Senja mulai pekat. Langit memerah di sebelah barat.
Lampu-lampu kota mulai menyala.
Orang-orang mulai deras berdatangan. Hatinya riang.
Sudah delapan buku yang terjual.
Semuanya buku fatwanya Syaikh Sya’rawi. Keuntungan
masing-masing buku tiga pound.
Sebelum Maghrib ia sudah dapat dua puluh empat
pound. Ia tersenyum.
“Alhamdulillah ya Rabb.” Pujinya pada Tuhan yang
memberi rejeki.
Ia lalu berharap jika Syaikh Sya’rawi tiap hari
memberi ceramah di masjid Ramsis. Atau ada
seratus ulama seperti Syaikh Sya’rawi, dan semuanya
menulis buku. Lalu semuanya memberikan ceramah masjid Ramsis, tempatnya
menggelar dagangan. Jika tiap hari ia bisa untung dua pukuh lima pound saja,
maka dalam satu bulan ia akan punya masukan paling tidak tujuh ratus lima
puluhan pound.
Dan itu sangat cukup untuk membayar sewa kamar,
makan, ongkos bis, dan buku. Bahkan ia
bisa menargetkan kapan menikah. Ah kenapa ia
tiba-tiba berpikir menikah.
“Ya Kapten, lau samah, bikam syarith dzai?”1
Suara seorang perempuan membuyarkan lamunannya. Ia
mengarahkan matanya ke asal
suara. Hatinya bergetar sesaat.
BERSAMBUNG
Nyanyian Cinta Part 2
by Habiburrahman El Shirazy
“Ya Kapten, lau samah, bikam syarith dzai?”1
Suara seorang perempuan membuyarkan lamunannya.
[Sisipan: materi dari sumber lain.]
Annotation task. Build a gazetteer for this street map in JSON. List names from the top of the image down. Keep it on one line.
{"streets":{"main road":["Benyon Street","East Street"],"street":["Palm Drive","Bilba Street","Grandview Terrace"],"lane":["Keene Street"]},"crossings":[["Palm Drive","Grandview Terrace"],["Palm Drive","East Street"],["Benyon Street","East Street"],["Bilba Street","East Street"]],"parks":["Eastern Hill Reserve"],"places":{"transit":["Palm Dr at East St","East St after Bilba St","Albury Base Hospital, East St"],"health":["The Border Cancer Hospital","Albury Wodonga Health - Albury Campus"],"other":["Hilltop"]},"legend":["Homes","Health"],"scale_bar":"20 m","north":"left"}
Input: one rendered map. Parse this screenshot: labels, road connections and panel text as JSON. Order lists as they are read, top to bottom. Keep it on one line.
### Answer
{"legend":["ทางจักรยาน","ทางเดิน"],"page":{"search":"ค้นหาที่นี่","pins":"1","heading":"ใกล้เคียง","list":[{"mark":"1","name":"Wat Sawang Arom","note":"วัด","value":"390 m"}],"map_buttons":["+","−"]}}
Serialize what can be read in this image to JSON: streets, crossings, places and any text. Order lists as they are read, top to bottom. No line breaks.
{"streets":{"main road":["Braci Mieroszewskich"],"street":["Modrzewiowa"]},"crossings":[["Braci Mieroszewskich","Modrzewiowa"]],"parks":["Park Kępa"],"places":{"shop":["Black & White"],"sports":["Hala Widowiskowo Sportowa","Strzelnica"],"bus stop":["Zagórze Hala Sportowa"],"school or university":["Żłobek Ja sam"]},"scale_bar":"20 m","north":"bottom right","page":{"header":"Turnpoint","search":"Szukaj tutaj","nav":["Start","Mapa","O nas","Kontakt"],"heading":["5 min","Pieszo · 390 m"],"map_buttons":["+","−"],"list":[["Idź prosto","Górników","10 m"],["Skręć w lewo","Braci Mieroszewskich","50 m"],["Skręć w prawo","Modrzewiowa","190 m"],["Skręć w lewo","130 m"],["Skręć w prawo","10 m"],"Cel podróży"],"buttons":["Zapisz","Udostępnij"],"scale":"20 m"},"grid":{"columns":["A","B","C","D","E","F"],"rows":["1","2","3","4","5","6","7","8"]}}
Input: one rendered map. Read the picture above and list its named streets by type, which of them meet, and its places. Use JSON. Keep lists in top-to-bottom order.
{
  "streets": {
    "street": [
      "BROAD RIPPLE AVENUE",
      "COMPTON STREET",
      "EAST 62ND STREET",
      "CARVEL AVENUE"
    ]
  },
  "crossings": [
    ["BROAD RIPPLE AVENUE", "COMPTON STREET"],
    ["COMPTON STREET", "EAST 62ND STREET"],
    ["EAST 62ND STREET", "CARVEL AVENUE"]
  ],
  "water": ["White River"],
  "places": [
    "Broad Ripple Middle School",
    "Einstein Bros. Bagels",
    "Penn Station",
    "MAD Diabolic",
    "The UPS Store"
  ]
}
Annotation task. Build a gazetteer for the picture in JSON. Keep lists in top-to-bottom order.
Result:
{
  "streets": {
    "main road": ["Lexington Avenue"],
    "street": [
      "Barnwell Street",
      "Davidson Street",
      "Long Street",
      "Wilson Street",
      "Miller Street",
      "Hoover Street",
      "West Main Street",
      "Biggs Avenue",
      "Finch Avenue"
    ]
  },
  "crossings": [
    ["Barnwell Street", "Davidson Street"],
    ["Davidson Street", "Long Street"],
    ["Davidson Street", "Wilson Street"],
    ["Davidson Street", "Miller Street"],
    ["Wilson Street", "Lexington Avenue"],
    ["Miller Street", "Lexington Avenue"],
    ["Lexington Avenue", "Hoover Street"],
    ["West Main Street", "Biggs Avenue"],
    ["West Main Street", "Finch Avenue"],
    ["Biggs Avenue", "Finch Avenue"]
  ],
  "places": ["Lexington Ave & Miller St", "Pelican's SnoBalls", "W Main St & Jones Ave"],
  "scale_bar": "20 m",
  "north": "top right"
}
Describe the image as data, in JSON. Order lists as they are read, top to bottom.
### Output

Ia
mengarahkan matanya ke asal
suara. Hatinya bergetar sesaat. Di hadapannya
seorang gadis berparas elok berjilbab putih
berjongkok sambil memegang sebuah kaset. Ya, kaset
ceramah Syaikh Sya’rawi berjudul: Al
Mar’ah Ash-Shalihah. Satu detik matanya beradu
dengan mata gadis itu. Ia menangkap
kecantikannya.mata yang bundar dan bening. Muka
yang bersih dengan tahi lalat di dagu kirinya.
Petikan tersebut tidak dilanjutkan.